Wednesday, April 2, 2014

The Daily Grind



By Student Blogger Stephanie Kirkland…

On any given week day, I'm out the door by 8:30 a.m. I have three classes on Tuesdays and Thursdays, and two on Wednesdays and Fridays. This semester, I find myself on a split schedule, meaning I have one class in the morning, a couple of hour break mid afternoon, and finish classes before dinner time. During my natural break times, I am able to grab lunch at a variety of production kitchens, or at most of the on campus restaurants including Apple Pie Bakeryand Café, which offers a variety of café salads, sandwiches, bakery goods, and coffee goodness, Alforno in Caterina de Medici which is a separate entity in the restaurant that provides quick service brick oven pizzas and accompaniments, or to the Plaza Café, which offers a typical variety of made-to-order sandwiches and soups for students on the go.  


My current 8th semester schedule in the bachelor's program and a description of each class I am taking is as follows:

Tuesday and Thursday 10:30 a.m. Anthropology

I have quickly found that Anthropology is an in depth look at food and culture through analyzing the four aspects of Anthropology including archaeology, linguistic anthropology, biological anthropology, and cultural anthropology.

The course is easily broken down into these parts and explained through a variety of sources to ultimately reflect the food and culture of a particular group of people. Throughout history, the lives of a culture depended on food sources and food ways of a society. This and other food concepts and identity is easily transferable onto the modern world today as we continue learning with every class.

Tuesday and Thursday 3:45 p.m.
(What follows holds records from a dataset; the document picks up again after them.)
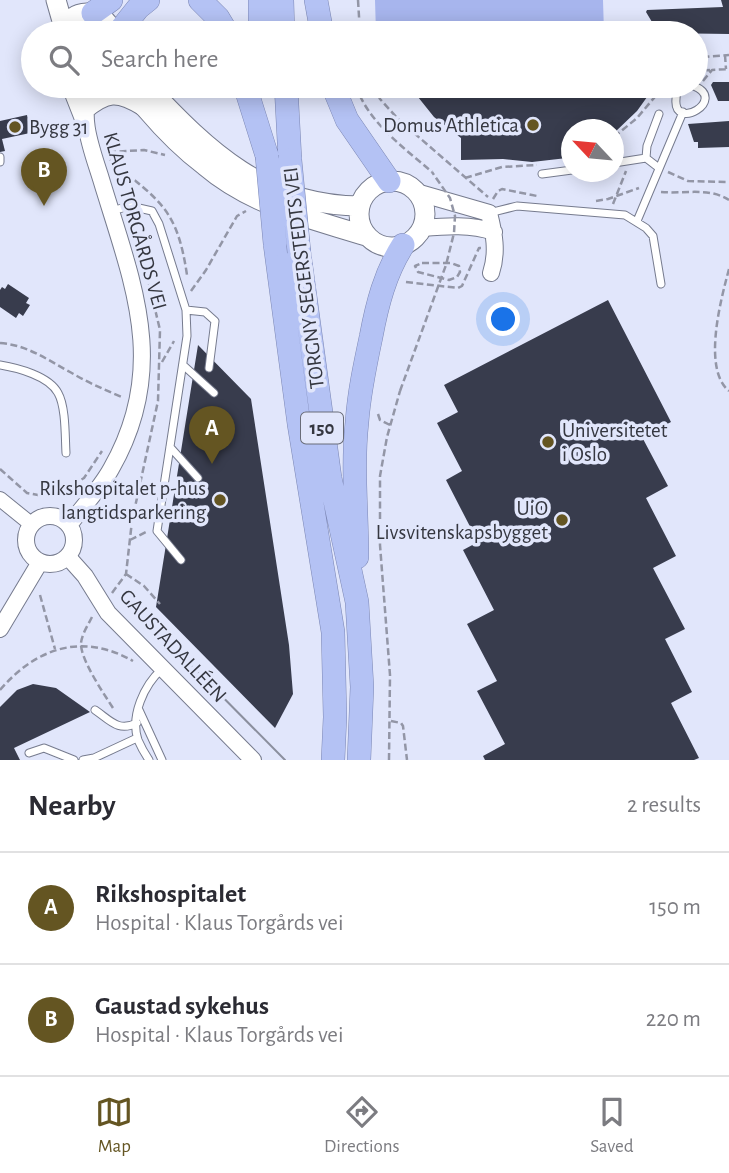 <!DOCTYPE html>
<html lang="en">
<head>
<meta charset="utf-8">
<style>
	body { margin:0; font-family:"Alegreya Sans",sans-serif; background:#f7f7f7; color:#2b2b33 }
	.compass { position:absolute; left:561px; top:119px; width:63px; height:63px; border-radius:50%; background:#fff; box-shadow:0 4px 18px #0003; rotate:296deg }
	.you { position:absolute; left:504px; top:320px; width:24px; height:24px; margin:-18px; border:5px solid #fff; border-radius:50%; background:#1a73e8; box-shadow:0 0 0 10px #1a73e833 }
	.badge { display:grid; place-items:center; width:46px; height:46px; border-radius:50%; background:#645522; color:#fff; font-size:23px; font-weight:700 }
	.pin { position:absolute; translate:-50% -58px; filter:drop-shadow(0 2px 4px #0008) }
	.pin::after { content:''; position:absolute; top:37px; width:24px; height:21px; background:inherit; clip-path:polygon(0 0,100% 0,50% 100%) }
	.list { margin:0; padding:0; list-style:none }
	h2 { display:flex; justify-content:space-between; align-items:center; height:91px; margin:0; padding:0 28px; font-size:30px }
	h2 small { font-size:23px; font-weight:400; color:#7c7c81 }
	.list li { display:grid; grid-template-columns:46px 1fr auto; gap:21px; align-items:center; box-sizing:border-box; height:112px; padding:0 28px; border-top:2px solid #e1e1e2 }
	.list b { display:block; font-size:26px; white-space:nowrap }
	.list p { margin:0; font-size:23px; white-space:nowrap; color:#7c7c81 }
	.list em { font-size:23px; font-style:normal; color:#7c7c81 }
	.icon { flex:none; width:38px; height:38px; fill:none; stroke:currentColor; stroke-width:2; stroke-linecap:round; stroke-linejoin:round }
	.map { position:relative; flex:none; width:729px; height:760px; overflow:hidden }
	.search { position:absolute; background:#fff; box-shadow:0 4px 18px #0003; left:21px; right:21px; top:21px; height:77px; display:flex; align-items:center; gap:18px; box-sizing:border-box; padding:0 24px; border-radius:38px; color:#7c7c81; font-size:26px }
	.sheet { height:315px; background:#fff }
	nav { display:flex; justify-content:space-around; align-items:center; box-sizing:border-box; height:98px; border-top:2px solid #e1e1e2; background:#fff; font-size:19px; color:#7c7c81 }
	nav a { display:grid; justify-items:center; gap:4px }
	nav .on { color:#645522 }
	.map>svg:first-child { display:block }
</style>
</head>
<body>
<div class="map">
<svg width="729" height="760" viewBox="0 0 729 760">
	<rect width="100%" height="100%" fill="#e1e6fb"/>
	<path fill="#a7b5ed" d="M 375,0 L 603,0 L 604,33 L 376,33 Z"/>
	<path fill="#383c4d" d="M 721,0 L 729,0 L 729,34 L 660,33 L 659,25 L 656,26 L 656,22 L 652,22 L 646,12 L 647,10 L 723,7 Z
		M 713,82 L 729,82 L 729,101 L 718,101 L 711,85 Z
		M 414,86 L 655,86 L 637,111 L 614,133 L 614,130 L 572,130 L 572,153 L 567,155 L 567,158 L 532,162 L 503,159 L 461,160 L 461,138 L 434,117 L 418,97 L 413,89 Z
		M 27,115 L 30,133 L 2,139 L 5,151 L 0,152 L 0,121 Z
		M 729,121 L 729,147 L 698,148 L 698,142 L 694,142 L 688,124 Z
		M 8,284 L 29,298 L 26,303 L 30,305 L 23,316 L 19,313 L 16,318 L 0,307 L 0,290 L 2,287 L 5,289 Z
		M 608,300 L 671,422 L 642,437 L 668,486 L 646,498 L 676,556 L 653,568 L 685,629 L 665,639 L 692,692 L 671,703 L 699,758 L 694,760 L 485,760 L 483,756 L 505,744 L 477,691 L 497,681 L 467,624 L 494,610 L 463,550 L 478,542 L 446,480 L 462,471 L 437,423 L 458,412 L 444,385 Z
		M 198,345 L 251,399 L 289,645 L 293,694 L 275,728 L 156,607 Z
		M 33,684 L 56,688 L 90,712 L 14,748 L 20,760 L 0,760 L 0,707 L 17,690 Z"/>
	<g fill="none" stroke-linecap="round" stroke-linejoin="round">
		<defs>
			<path id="service" d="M 685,86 C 679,89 676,92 676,99 C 673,132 728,100 694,86
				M 659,114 L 647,146 L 646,158 L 659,168
				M 0,157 L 0,162
				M 614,163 L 646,158
				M 542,174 L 572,170
				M 111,211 L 130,206 L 152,211 L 159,224 L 186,310 L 187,336 L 157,531 L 181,560
				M 489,213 L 517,206 L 625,215 L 646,228 L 653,236 L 661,284
				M 637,221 L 683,112
				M 186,310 L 205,312 L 215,321 L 209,368
				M 0,365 C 18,368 49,376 58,393 C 66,407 65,437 66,453
				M 183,365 L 214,393
				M 170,447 L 198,478
				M 95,710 C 111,721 118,732 137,723
				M 139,710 L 162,760
				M 29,753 L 44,748 L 74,760
				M 83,760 L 94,758 L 137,738
				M 149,760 C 145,754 141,747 138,740 C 130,716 144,685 162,669"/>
			<path id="minor" d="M 0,499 L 31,524"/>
			<path id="tertiary" d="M 70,86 L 83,119
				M 85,111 C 107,93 117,92 142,107
				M 416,192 L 489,213 C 494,233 498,252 491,273
				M 422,228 C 446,226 471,224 494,232
				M26 540a24 24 0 1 1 48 0a24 24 0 1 1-48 0Z
				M 70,524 C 83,506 100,489 111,469 C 170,366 132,282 101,179 C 91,147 79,119 90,86
				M 68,557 L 85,576 L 108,613 L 253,760
				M 0,629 L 40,562"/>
			<path id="secondary" d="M 56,0 L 64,28
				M 62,33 C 70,6 104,7 113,33
				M 126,86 C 134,94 139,102 147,110 C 164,130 184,150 205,166 C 252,206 309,218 366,236
				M 147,86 C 209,152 264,205 360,206
				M359 214a33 33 0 1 1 66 0a33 33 0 1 1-66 0Z"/>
			<path id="trunk" d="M 200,0 L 218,18 L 227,33
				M 260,0 L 260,33
				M 282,0 L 283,33
				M 316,0 L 322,33
				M 93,13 L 111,0
				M 118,33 L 138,8 L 148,0
				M 245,86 L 267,156
				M 286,86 L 290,160
				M 333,86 L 347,120 L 389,181
				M 275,244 L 299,424 L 333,632 L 335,717 L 333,760
				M 299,252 L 330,478 L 357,602 L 362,687 L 359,760
				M 357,557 C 357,512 352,467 357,422 C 359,393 365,365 371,337 C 377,305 385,273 403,245"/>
		</defs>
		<use href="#service" stroke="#767b8e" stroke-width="9"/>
		<use href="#minor" stroke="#767b8e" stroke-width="16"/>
		<use href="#tertiary" stroke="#767b8e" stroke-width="18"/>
		<use href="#secondary" stroke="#767b8e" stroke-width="21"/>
		<use href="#trunk" stroke="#7c87b4" stroke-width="24"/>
		<path stroke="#9396a6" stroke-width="2.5" stroke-dasharray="7 3.5" stroke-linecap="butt" d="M 358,0 L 360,33
			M 658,27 L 658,33
			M 725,55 L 726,69
			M 696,66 L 704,57 L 729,55
			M 696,71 L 710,70
			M 703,81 L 712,70 L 729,69
			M 356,86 C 368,122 403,147 432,172
			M 373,86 L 380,99 L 399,120 L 488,197
			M 614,137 L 637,118 L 664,86
			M 109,152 L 144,150 L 165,155
			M 564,159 L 572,157
			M 110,160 C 159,201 177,207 187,275
			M 668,172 L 688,181 L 729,182
			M 465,178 L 502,167 L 537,165
			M 661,192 C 684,194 709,187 729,200
			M 493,199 L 498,191 L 502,189 L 537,196
			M 596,201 L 608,199 L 639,188
			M 613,204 L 626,171
			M 422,263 L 451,263 L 459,266 L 460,272 L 457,277 L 449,280 L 418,272 L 415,266 Z
			M 729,269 C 721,299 702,369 729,391
			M 406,282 L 458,288 L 462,286 L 479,248 L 481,248
			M 191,291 L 206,270 L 237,216 L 246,211
			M 0,343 C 27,345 46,359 70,372 C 87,382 105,390 124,398
			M 162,362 L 174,341
			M 378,414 L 380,420 L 390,425
			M 0,469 L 27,493 L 38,495 L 61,492 L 84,478 L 102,451
			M 130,540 L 146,532
			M 126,574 L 144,586 L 160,604
			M 112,593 L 126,574 L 132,521 L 158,401 L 160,330 L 149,284
			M 40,595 L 55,649
			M 92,617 C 88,625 82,634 81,643 C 80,659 104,694 113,708
			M 0,690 C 36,648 82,632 133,661
			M 391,721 L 401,723 L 403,726 L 407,760
			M 389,760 L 390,675 L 380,545 L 380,476 L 387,437 L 400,391"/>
		<use href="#service" stroke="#fff" stroke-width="7"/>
		<use href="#minor" stroke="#fff" stroke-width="14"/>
		<use href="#tertiary" stroke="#fff" stroke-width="16"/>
		<use href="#secondary" stroke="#fff" stroke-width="19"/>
		<use href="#trunk" stroke="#b4c2f4" stroke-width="23"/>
		<path stroke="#8b8f9e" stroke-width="2" d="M 187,661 L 285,760"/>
		<defs>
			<path id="trunk-bridge" d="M 267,156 L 275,244
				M 290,160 L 299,252"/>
		</defs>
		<use href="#trunk-bridge" stroke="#7c87b4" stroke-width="24" stroke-linecap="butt"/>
		<path stroke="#9396a6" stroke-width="2.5" stroke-dasharray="7 3.5" stroke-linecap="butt" d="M 400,391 L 446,265 L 454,233 L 455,216 L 450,198 L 432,172"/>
		<use href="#trunk-bridge" stroke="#b4c2f4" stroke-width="23"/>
	</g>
	<g fill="#645522" stroke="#e1e6fb" stroke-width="2.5">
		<circle cx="533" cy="125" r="7"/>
		<circle cx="15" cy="127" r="7"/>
		<circle cx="548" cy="442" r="7"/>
		<circle cx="220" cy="500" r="7"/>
		<circle cx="562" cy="520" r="7"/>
	</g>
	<g text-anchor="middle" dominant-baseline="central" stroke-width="7" stroke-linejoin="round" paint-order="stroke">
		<rect fill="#e1e6fb" stroke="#696c78" stroke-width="2" x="301" y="412.5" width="42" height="31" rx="5"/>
		<g font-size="19" font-weight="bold" fill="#353740">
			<text x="322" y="428">150</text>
		</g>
		<g font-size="21" fill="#353740" stroke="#e1e6fb" text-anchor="end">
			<text x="519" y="125">Domus Athletica</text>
			<text x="29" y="127" text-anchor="start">Bygg 31</text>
			<text x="562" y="430" text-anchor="start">Universitetet<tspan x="562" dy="24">i Oslo</tspan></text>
			<text x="206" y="488">Rikshospitalet p-hus<tspan x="206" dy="24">langtidsparkering</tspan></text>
			<text x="548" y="508">UiO<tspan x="548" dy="24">Livsvitenskapsbygget</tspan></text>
		</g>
		<g font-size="21" fill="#353740" stroke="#e1e6fb">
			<text transform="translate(135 221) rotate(74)">KLAUS TORGÅRDS VEI</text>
			<text transform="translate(304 278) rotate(-97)">TORGNY SEGERSTEDTS VEI</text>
			<text transform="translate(173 646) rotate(47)">GAUSTADALLÉEN</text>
		</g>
	</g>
</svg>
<svg class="compass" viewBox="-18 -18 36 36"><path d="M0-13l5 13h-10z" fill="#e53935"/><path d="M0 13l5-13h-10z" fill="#7c7c81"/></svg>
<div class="you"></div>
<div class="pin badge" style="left:212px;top:464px">A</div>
<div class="pin badge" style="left:44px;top:206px">B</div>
<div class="search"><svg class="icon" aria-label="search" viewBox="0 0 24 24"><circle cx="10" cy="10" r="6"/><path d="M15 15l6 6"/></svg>Search here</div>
</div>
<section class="sheet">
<h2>Nearby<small>2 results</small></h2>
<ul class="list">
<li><span class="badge">A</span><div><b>Rikshospitalet</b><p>Hospital · Klaus Torgårds vei</p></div><em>150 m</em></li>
<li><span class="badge">B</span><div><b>Gaustad sykehus</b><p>Hospital · Klaus Torgårds vei</p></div><em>220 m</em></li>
</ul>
</section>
<nav>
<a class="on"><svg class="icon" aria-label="map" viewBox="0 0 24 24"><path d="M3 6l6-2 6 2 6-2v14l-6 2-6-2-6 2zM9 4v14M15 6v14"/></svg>Map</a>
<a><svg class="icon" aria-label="directions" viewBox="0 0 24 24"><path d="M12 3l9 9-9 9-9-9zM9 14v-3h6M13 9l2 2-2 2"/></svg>Directions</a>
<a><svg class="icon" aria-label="saved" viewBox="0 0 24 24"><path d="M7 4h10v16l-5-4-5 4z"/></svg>Saved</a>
</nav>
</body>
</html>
Leadership and Ethics

A thought provoking look, self exploration, and assessment of who you yourself are as a leader  and what qualities of a leader you may possess. Ethical business practices are also discussed with vigor. We also examine leaders in the culinary industry and the qualities that have made them so successful to which we gain knowledge and preparedness from for our own futures.

Tuesday and Thursday 5:30 p.m. Professional Food Writing

Taught by a James Beard award winner herself, Professor Irena Chalmers offers us an in depth look at all fields available in the culinary industry. She also challenges us to write outside of our creative comfort zone.

Wednesday and Friday 10:30 a.m. Consumer Behavior

Throughout this course, we have been trying to grasp and understand why consumers shop and buy products that they do and what could possibly be a factor in influencing those decisions. Is it product placement, marketing schemes, or a solid business model that does the trick?

Wednesday and Friday 2:00 p.m. Human Resource Management

A required course, HR teaches us about rules and regulations in both state and federal guidelines as well as how to handle a slew of occurrences we are sure to come across during our careers in the culinary industry.

As varied as my schedule is, readers may be surprised to hear that most of the information I am learning, I hear in my other scheduled classes. The same overall concepts that are being taught in all classes are constantly reiterated throughout any given semester as I am able to connect the dots and points of interest in each circumstance. If anything, it creates a type of learning environment that I refer to over and over again by being consistently brought back to any one teaching through a variety of connections I have made throughout my education.